Multi-GPU micro-stuttering: Real... and really complicated
We didn't set out to hunt down multi-GPU micro-stuttering. We just wanted to try some new methods of measuring performance, but those methods helped us identify an interesting problem. I think that means we're on the right track, but the micro-stuttering issue complicates our task quite a bit.
Naturally, we contacted the major graphics chip vendors to see what they had to say about the issue. Somewhat to our surprise, representatives from both AMD and Nvidia quickly and forthrightly acknowledged that multi-GPU micro-stuttering is a real problem, is what we measured in our frame-time analysis, and is difficult to address. Both companies said they've been studying this problem for some time, too. That's intriguing, because neither firm saw fit to inform potential customers about the issue when introducing its most recent multi-GPU product, say the Radeon HD 6990 or the GeForce GTX 590. Hmm.

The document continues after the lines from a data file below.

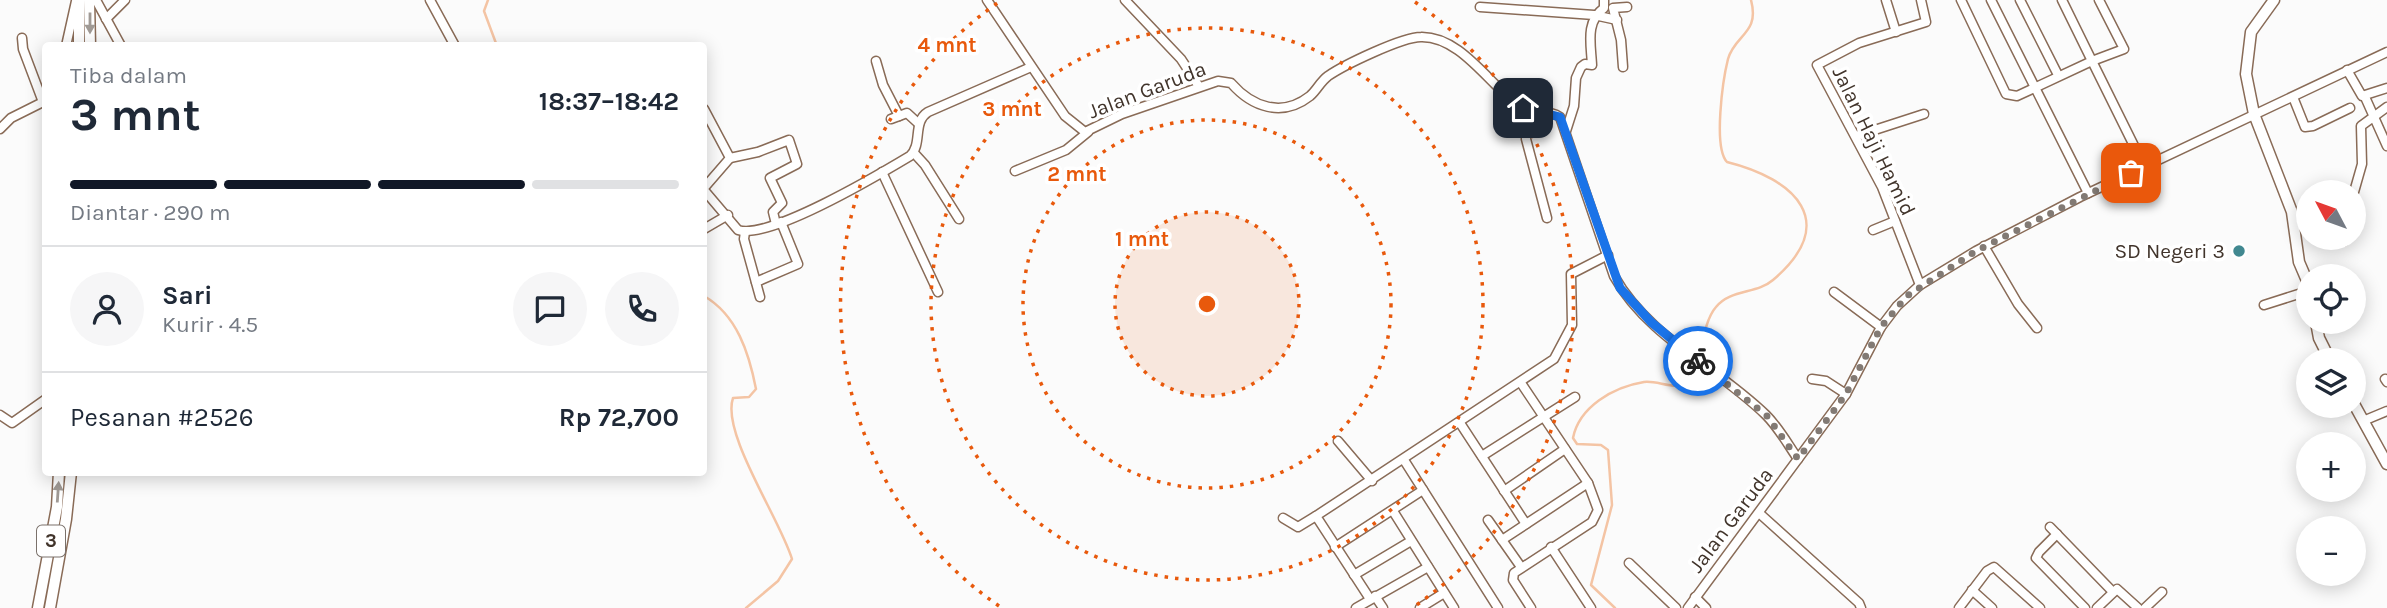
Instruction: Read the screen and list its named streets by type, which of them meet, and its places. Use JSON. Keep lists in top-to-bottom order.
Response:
{
  "streets": {
    "main road": ["3"],
    "street": ["Jalan Garuda", "Jalan Haji Hamid"]
  },
  "places": ["SD Negeri 3"],
  "north": "top left",
  "page": {
    "heading": ["3 mnt", "Tiba dalam", "18:37–18:42"],
    "panel": [
      "Sari",
      "Kurir · 4.5",
      "Pesanan #2526",
      "Rp 72,700"
    ],
    "bar": "Diantar · 290 m",
    "map_buttons": ["+", "−"]
  },
  "rings": [
    "4 mnt",
    "3 mnt",
    "2 mnt",
    "1 mnt"
  ]
}
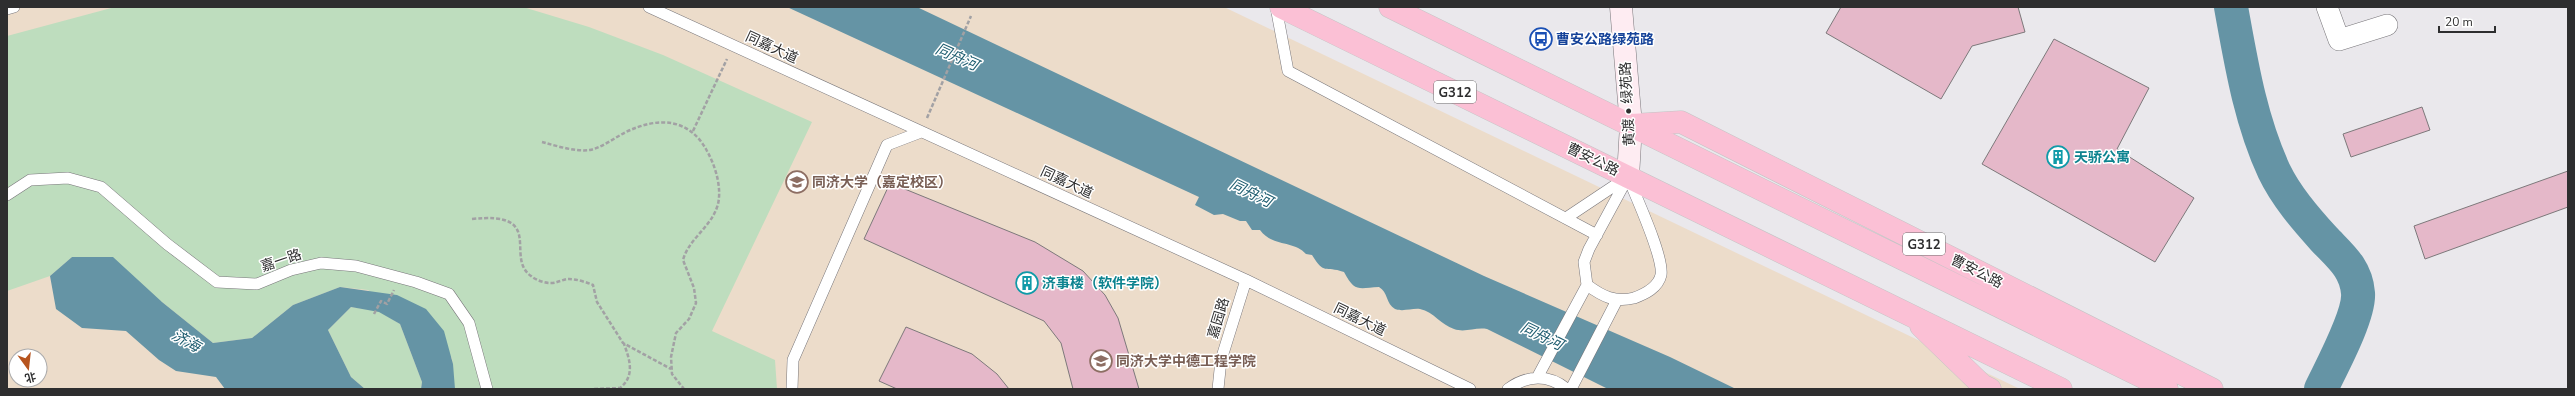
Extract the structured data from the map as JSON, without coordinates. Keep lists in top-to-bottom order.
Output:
{
  "streets": {
    "highway": ["G312", "曹安公路"],
    "street": ["黄渡 • 绿苑路"],
    "lane": ["同嘉大道", "嘉一路", "嘉园路"]
  },
  "crossings": [
    ["同嘉大道", "嘉园路"],
    ["黄渡 • 绿苑路", "曹安公路"]
  ],
  "water": ["同舟河", "济海"],
  "places": {
    "bus stop": ["曹安公路绿苑路"],
    "building": ["天骄公寓", "济事楼（软件学院）"],
    "school or university": ["同济大学（嘉定校区）", "同济大学中德工程学院"]
  },
  "scale_bar": "20 m",
  "north": "bottom"
}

AMD's David Nalasco identified micro-stuttering as an issue with the rate at which frames are dispatched to GPUs, and he said the problem is not always an easy one to reproduce. Nalasco noted that jitter can come and go as one plays a game, because the relative timings between frames can vary.
We'd mostly agree with that assessment, but with several caveats based on our admittedly somewhat limited test data. For one, although jitter varies over time, multi-GPU setups that are prone to jitter in a given test scenario tend to return to it throughout each test run and from one run to the next. Second, the degree of jitter appears to be higher for systems that are more performance-constrained. For instance, when tested in the same game at the same settings, the mid-range Radeon HD 6870 CrossFireX config generally showed more frame-to-frame variance than the higher-end Radeon HD 6970 CrossFireX setup. The same is true of the GeForce GTX 560 Ti SLI setup versus dual GTX 580s. If this observation amounts to a trait of multi-GPU systems, it's a negative trait. Multi-GPU rigs would have the most jitter just when low frame times are most threatened. Third, in our test data, multi-GPU configs based on Radeons appear to exhibit somewhat more jitter than those based on GeForces. We can't yet say definitively that those observations will consistently hold true across different workloads, but that's where our data so far point.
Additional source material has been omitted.